--- START ---

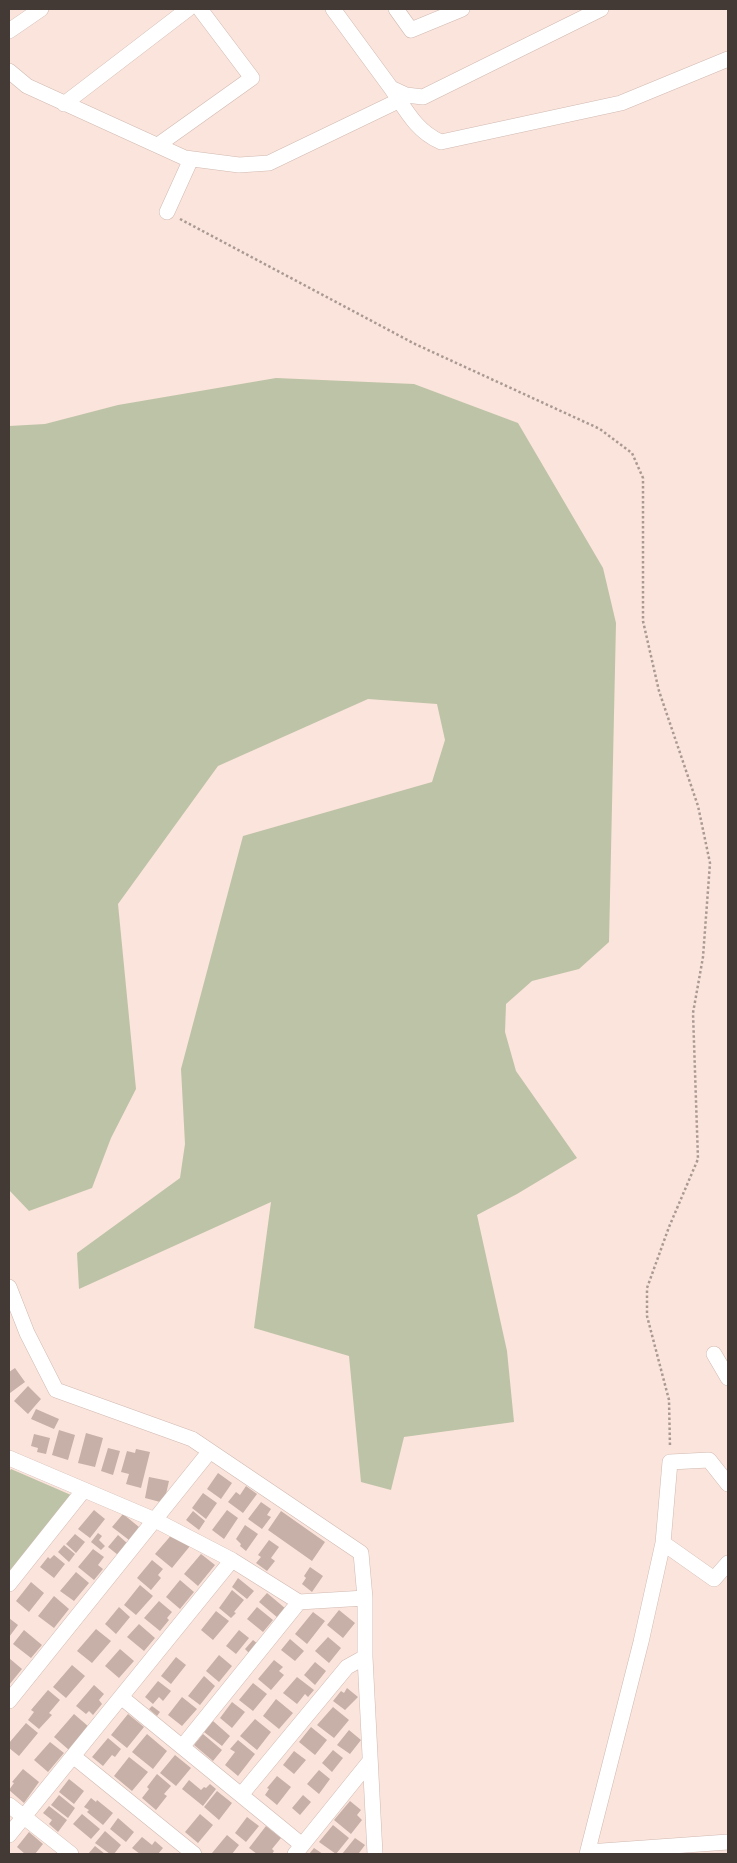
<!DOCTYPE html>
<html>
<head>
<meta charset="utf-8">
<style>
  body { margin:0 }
  #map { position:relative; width:737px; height:1863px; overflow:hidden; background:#fbe4db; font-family:"DM Sans",sans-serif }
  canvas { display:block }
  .frame { position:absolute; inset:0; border:10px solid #433a36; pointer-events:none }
</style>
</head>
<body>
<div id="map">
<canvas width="737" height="1863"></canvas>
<div class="frame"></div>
</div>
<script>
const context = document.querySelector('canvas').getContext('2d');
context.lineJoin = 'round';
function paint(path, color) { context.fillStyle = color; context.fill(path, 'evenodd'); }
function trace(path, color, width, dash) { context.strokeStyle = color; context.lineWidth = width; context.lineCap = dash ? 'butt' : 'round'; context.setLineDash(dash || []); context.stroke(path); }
paint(new Path2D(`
  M276 378 414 384 518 423 603 568 616 623 609 942 579 969 532 981 506 1004 505 1032 516 1071 577 1158 517 1194 477 1215 507 1351 514 1422 404 1437 391 1490 361 1482 349 1356 254 1328 271 1202 79 1289 77 1253 180 1178 185 1144 181 1069 243 836 432 782 445 740 437 704 368 699 218 766 118 904 136 1089 111 1138 92 1188 29 1211 9 1190V426L45 424 118 405Z
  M11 1469 71 1495 9 1575V1472Z`), '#bdc3a6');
paint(new Path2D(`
  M15 1368 25 1382 10 1393 9 1372Z
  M28 1386 41 1399 28 1414 14 1401Z
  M36 1409 59 1419 54 1429 31 1419Z
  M59 1430 75 1435 68 1460 52 1455Z
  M86 1433 103 1438 95 1467 78 1463Z
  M34 1434 50 1438 46 1454 37 1452 38 1448 31 1446Z
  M108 1448 120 1451 113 1475 101 1471Z
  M136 1449 150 1452 141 1488 126 1484 129 1474 121 1472 127 1451 135 1453Z
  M218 1473 232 1483 221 1499 207 1489Z
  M149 1477 169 1481 164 1503 145 1498Z
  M246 1486 257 1494 243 1513 228 1502 236 1492 240 1495Z
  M203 1493 217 1503 206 1519 192 1508Z
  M261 1502 271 1509 267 1515 271 1517 262 1529 248 1519Z
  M94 1510 105 1519 90 1538 78 1529Z
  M227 1510 238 1518 224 1539 212 1530Z
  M193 1511 205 1521 199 1530 186 1520Z
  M281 1511 325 1542 312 1561 268 1530Z
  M123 1514 139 1527 129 1540 112 1527Z
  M245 1525 258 1534 246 1551 240 1546 241 1544 236 1539Z
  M174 1532 190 1546 172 1568 155 1554Z
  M98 1533 102 1536 99 1540 105 1546 101 1550 91 1542Z
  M75 1534 85 1542 76 1553 66 1544Z
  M118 1535 127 1543 118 1555 108 1547Z
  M269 1540 279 1547 271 1558 275 1561 267 1571 256 1563 261 1557 258 1555Z
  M64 1545 75 1554 69 1562 58 1552Z
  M93 1549 104 1557 98 1565 103 1569 94 1580 78 1567Z
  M201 1554 215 1565 198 1586 184 1574Z
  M54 1555 65 1564 54 1578 40 1567 48 1557 50 1559Z
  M152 1560 163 1569 158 1575 161 1578 151 1590 137 1578Z
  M310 1567 323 1576 312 1592 302 1584 306 1578 304 1576Z
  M76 1572 89 1583 74 1601 60 1591Z
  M238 1578 254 1591 247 1599 232 1587Z
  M180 1580 194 1592 180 1609 166 1597Z
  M31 1582 44 1593 29 1612 16 1601Z
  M140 1585 153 1596 136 1615 124 1605Z
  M232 1590 244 1600 234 1612 236 1613 231 1618 219 1608Z
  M267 1593 286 1609 278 1618 259 1602Z
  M54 1596 69 1609 54 1628 38 1616Z
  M159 1601 172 1612 167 1618 169 1620 160 1631 144 1618Z
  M119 1607 130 1617 116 1634 105 1624Z
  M257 1607 273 1620 263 1632 247 1619Z
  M339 1610 355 1623 343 1638 327 1625Z
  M216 1611 229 1621 213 1640 201 1630Z
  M313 1612 325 1621 307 1644 295 1634Z
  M9 1618 18 1625 9 1637Z
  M139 1624 155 1638 144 1651 127 1637Z
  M96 1629 111 1641 92 1663 77 1651Z
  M24 1630 42 1645 31 1658 13 1644Z
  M239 1630 249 1638 236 1654 226 1646Z
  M328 1637 341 1648 329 1663 315 1651Z
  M290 1639 304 1651 295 1661 281 1650Z
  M253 1640 258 1644 250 1654 245 1649Z
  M120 1649 134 1661 119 1678 105 1666Z
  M219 1655 232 1666 219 1682 206 1671Z
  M176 1657 186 1665 171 1684 161 1676Z
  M9 1658 22 1669 9 1685Z
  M274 1660 283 1667 279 1671 284 1675 271 1690 258 1679Z
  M315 1662 326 1671 315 1685 304 1675Z
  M72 1665 85 1676 66 1698 53 1687Z
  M204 1676 215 1686 200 1705 188 1696Z
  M297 1677 314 1690 308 1697 305 1694 297 1704 283 1693Z
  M158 1681 171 1691 163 1701 159 1697 153 1704 145 1697Z
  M253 1683 267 1694 253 1711 239 1700Z
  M94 1685 104 1694 99 1700 102 1704 93 1715 89 1711 86 1714 76 1706Z
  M347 1688 358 1697 345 1710 333 1701 341 1691 344 1693Z
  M48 1690 60 1700 49 1713 52 1715 39 1729 28 1720 34 1712 31 1710Z
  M182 1697 197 1709 182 1726 168 1715Z
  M276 1699 293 1713 279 1729 263 1716Z
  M232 1702 245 1712 232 1728 220 1718Z
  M152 1706 160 1712 157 1716 149 1709Z
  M333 1707 349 1720 334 1738 317 1725Z
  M74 1714 89 1727 69 1750 54 1737Z
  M128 1714 144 1727 127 1748 111 1735Z
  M255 1719 271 1732 257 1750 240 1736Z
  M213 1721 230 1736 222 1746 204 1732Z
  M26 1723 38 1733 19 1756 9 1748V1743Z
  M311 1727 327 1740 315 1755 299 1742Z
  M349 1730 361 1740 350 1754 337 1745Z
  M147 1734 167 1751 153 1769 132 1752Z
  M203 1734 222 1750 213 1761 194 1745Z
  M108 1738 121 1749 115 1757 112 1755 103 1766 92 1757Z
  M238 1740 255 1754 238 1776 225 1765 235 1752 230 1749Z
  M50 1742 64 1753 48 1772 34 1760Z
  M333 1750 343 1758 332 1772 322 1763Z
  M294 1751 306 1760 294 1774 283 1765Z
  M175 1755 191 1768 176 1786 160 1773Z
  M129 1757 148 1772 132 1791 114 1776Z
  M23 1769 39 1782 24 1803 9 1790 14 1783 12 1782Z
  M319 1770 330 1779 319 1794 307 1784Z
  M157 1774 171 1786 164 1794 167 1796 156 1810 142 1798 149 1789 147 1787Z
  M277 1776 291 1787 277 1805 265 1795 269 1789 267 1788Z
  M69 1779 84 1791 74 1804 59 1792Z
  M189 1780 201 1790 204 1787 206 1788 210 1784 216 1789 203 1806 182 1789Z
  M217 1791 232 1803 219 1820 204 1807Z
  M59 1795 75 1808 68 1818 51 1805Z
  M303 1795 311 1802 300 1815 292 1808Z
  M91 1798 96 1802 97 1800 113 1813 103 1825 87 1812 89 1810 84 1807Z
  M350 1801 361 1810 357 1815 362 1820 351 1834 334 1820Z
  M49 1806 67 1820 58 1832 49 1824 52 1820 43 1813Z
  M82 1814 100 1829 91 1839 73 1824Z
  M200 1814 213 1825 198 1843 185 1832Z
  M247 1817 259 1826 246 1842 235 1833Z
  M118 1818 134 1832 126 1842 110 1829Z
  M333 1825 349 1838 336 1854 319 1842Z
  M266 1826 281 1838 272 1849 274 1851 272 1854H257L249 1848Z
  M105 1831 121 1845 114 1854H110L95 1843Z
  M29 1832 43 1844 35 1854H25L17 1847Z
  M227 1835 239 1845 232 1854H213L212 1853Z
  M142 1837 152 1845 155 1841 163 1848 158 1854H140L132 1848Z
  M355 1838 365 1845 359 1853 361 1854H342Z
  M95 1846 105 1854H88Z
  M314 1848 323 1854H309Z`), '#c7b0a8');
const minor = new Path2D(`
  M333 9 391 88 406 95 423 97 601 9
  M396 9 411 30 462 9
  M9 31 41 9
  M9 71 27 86 185 158 239 165 269 163 400 100
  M391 88C406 110 416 131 441 142L621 103 728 59
  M64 104 188 9
  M158 145 252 78 200 9
  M167 212 191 159
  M9 1287 27 1333 56 1390 192 1439 361 1553 365 1598V1657L375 1854
  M714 1354 728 1378
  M9 1458 155 1520 232 1560 299 1602 365 1598
  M663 1543 714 1579 728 1563
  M9 1584 83 1491
  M121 1697 302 1845
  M9 1701 210 1451
  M182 1747 299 1602
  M73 1756 194 1854
  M241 1795 347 1667 365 1657
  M9 1805 71 1854
  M9 1835 232 1560
  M588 1852 728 1842
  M295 1854 370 1761
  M587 1854 641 1642 663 1543 670 1462 709 1460 728 1484`);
trace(minor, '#d0b9b1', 16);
trace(new Path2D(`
  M180 219 415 344 600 429 632 453 643 478V621L659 691 698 806 710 863 703 957 693 1013 698 1159 669 1227 647 1288V1316L669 1400 670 1447`), '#aa9993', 2.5, [2.5, 2.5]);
trace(minor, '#fff', 15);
</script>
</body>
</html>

--- END ---

▸ Task to complete
Write out each line above that contains the word "canvas".

▸ Solution to the problem
  canvas { display:block }
<canvas width="737" height="1863"></canvas>
const context = document.querySelector('canvas').getContext('2d');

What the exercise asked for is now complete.